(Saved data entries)
+ + + + + + +

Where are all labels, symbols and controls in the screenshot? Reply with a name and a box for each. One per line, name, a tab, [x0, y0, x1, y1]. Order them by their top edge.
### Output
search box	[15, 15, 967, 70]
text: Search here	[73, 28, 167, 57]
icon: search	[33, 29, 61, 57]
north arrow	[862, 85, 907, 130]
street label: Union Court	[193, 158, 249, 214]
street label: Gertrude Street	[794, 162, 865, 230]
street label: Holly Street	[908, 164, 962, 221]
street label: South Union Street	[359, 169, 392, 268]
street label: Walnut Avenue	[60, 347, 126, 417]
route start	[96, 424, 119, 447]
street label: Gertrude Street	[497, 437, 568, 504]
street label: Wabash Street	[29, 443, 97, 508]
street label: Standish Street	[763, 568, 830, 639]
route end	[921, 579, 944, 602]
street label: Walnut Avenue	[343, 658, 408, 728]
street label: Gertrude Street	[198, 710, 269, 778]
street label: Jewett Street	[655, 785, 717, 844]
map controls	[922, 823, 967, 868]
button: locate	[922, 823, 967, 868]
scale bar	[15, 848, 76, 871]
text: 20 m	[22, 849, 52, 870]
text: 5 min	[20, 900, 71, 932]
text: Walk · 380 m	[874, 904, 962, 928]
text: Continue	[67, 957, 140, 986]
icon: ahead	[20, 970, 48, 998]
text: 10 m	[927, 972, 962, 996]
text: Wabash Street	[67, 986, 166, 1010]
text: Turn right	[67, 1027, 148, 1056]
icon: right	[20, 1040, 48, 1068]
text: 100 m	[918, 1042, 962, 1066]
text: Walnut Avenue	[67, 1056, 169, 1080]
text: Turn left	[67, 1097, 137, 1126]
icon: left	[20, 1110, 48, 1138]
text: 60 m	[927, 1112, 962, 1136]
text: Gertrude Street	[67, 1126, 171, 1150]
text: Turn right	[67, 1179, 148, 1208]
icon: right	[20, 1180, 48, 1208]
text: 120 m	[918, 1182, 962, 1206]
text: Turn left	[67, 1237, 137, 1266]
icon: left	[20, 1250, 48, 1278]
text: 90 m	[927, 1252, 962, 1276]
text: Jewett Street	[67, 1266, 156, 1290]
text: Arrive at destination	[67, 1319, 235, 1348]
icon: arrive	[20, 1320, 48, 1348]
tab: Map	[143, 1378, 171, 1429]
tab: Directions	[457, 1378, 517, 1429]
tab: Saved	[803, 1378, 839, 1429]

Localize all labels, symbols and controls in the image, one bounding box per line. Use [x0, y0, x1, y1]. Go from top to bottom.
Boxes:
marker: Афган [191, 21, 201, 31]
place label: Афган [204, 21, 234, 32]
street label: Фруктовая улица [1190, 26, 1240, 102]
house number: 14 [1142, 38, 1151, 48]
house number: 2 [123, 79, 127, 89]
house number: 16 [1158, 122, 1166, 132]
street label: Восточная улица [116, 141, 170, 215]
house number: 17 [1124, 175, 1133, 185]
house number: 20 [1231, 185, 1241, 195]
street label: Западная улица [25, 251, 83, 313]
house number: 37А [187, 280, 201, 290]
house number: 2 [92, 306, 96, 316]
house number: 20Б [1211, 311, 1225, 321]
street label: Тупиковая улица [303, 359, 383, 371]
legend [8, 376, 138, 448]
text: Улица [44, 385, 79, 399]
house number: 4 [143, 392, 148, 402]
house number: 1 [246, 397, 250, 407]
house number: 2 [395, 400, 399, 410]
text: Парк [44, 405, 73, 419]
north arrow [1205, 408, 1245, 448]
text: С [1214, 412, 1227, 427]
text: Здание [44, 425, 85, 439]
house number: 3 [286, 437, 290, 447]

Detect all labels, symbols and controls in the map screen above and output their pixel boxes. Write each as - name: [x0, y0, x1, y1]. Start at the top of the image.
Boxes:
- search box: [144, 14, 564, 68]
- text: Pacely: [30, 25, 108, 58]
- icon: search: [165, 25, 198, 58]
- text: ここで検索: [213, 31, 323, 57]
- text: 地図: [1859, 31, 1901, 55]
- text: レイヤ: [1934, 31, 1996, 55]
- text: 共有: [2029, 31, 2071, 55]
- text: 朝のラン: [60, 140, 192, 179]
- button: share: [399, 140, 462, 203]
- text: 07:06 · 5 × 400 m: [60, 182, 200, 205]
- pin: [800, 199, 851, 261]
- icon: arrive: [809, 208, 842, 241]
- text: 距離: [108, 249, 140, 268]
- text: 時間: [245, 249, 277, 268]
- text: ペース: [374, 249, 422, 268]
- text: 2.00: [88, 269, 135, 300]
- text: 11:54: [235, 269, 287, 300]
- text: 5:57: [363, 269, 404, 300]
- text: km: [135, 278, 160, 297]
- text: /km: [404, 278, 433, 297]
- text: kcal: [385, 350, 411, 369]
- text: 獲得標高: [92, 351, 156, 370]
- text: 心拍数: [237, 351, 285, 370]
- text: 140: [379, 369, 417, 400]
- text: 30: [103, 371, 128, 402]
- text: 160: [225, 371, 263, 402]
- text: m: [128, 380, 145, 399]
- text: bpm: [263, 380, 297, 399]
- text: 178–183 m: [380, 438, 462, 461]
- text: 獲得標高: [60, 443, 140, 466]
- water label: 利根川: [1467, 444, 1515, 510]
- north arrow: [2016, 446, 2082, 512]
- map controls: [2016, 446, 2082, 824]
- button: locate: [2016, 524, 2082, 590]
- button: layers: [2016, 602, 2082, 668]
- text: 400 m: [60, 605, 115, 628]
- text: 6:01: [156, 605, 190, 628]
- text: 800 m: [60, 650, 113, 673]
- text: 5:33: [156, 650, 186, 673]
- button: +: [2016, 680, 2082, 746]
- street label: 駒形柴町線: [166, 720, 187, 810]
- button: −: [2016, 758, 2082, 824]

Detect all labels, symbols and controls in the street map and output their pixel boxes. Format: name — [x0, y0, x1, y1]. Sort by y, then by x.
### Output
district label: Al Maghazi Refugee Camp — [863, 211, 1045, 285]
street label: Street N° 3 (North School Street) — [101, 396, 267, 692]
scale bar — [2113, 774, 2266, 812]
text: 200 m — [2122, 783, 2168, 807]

+ + + + + + +

* **Problem**
Every line with "arrow" in it should be copied from the entries above.

* **Task result**
north arrow	[862, 85, 907, 130]
north arrow [1205, 408, 1245, 448]
- north arrow: [2016, 446, 2082, 512]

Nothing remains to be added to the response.